Edward D. Jones & Co. is expanding its presence in the Spokane market as part of a five-year national push to open more offices.
Pete Blackwell, a certified financial planner who operates an Edward Jones office at 6319 N. Maple, on Spokane’s North Side, says the Des Peres, Mo.-based financial services company has a stated goal to grow to 20,000 branches by 2020, from 14,000 branches today.
The company, he says, has 57 branches in the Inland Northwest region, which spans from the U.S.-Canada border to Lewiston, Idaho, and from the Montana-Idaho border to Moses Lake, Wash., Blackwell says he doesn’t know how many of the new offices will open in the Inland Northwest, but a region such as this typically can sustain up to 65 branches.
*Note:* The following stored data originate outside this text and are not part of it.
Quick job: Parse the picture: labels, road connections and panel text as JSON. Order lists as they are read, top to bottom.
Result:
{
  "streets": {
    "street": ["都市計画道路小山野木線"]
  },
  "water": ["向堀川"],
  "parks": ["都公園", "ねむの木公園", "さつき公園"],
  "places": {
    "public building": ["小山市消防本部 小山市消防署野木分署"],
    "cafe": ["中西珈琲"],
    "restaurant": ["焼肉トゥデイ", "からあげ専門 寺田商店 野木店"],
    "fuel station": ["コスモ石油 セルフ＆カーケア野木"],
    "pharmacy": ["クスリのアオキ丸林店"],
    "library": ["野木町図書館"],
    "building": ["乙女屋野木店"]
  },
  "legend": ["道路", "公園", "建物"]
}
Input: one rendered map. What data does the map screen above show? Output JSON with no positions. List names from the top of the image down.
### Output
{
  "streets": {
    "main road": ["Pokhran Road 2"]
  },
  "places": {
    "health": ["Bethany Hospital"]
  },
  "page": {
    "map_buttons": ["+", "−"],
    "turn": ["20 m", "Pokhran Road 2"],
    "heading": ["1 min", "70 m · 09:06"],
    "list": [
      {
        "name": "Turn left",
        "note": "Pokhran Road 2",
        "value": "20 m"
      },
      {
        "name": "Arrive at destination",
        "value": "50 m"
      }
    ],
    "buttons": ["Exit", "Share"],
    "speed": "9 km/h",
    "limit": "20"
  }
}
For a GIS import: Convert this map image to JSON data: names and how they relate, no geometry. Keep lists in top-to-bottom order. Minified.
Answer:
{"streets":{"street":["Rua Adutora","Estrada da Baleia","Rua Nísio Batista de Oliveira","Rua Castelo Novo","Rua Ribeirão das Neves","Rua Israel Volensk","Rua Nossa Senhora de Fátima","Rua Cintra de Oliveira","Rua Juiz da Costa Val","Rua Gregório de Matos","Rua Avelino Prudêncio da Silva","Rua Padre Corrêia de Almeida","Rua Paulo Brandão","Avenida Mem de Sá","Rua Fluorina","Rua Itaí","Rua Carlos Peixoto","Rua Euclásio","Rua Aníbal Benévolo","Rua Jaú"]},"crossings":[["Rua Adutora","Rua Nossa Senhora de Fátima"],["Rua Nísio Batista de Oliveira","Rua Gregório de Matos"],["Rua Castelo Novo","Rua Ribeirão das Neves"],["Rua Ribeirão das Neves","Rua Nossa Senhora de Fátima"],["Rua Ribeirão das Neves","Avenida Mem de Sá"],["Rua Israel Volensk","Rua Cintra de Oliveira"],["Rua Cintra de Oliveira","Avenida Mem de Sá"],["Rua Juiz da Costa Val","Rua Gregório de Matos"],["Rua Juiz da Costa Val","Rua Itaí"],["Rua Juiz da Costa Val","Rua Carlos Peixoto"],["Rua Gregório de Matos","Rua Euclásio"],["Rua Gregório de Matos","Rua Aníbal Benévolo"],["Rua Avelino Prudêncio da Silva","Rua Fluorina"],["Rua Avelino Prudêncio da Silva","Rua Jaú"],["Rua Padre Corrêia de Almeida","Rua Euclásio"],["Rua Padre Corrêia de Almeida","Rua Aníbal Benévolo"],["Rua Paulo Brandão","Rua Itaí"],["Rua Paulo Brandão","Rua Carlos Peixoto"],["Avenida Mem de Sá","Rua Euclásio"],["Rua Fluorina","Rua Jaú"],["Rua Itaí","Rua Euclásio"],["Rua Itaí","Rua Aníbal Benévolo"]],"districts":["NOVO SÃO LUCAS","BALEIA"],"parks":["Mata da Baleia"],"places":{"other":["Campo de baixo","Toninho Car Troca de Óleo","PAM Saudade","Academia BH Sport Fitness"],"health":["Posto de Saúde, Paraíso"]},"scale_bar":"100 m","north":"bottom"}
“We’re going to continue to grow in Spokane,” he says. “We’re going to continue to garner additional market share. That’s our intention.”
Blackwell, who has worked as a financial adviser for 15 years, 10 of which have been with Edward Jones, says he currently is coaching seven newer financial advisers and has converted his conference room into an office where one young adviser can work until building a book of business.
Typically, advisers who are new to the company have worked from home until established well enough to secure their own commercial space. Recently, established advisers have been providing some space to new advisers to give them a more professional place to work.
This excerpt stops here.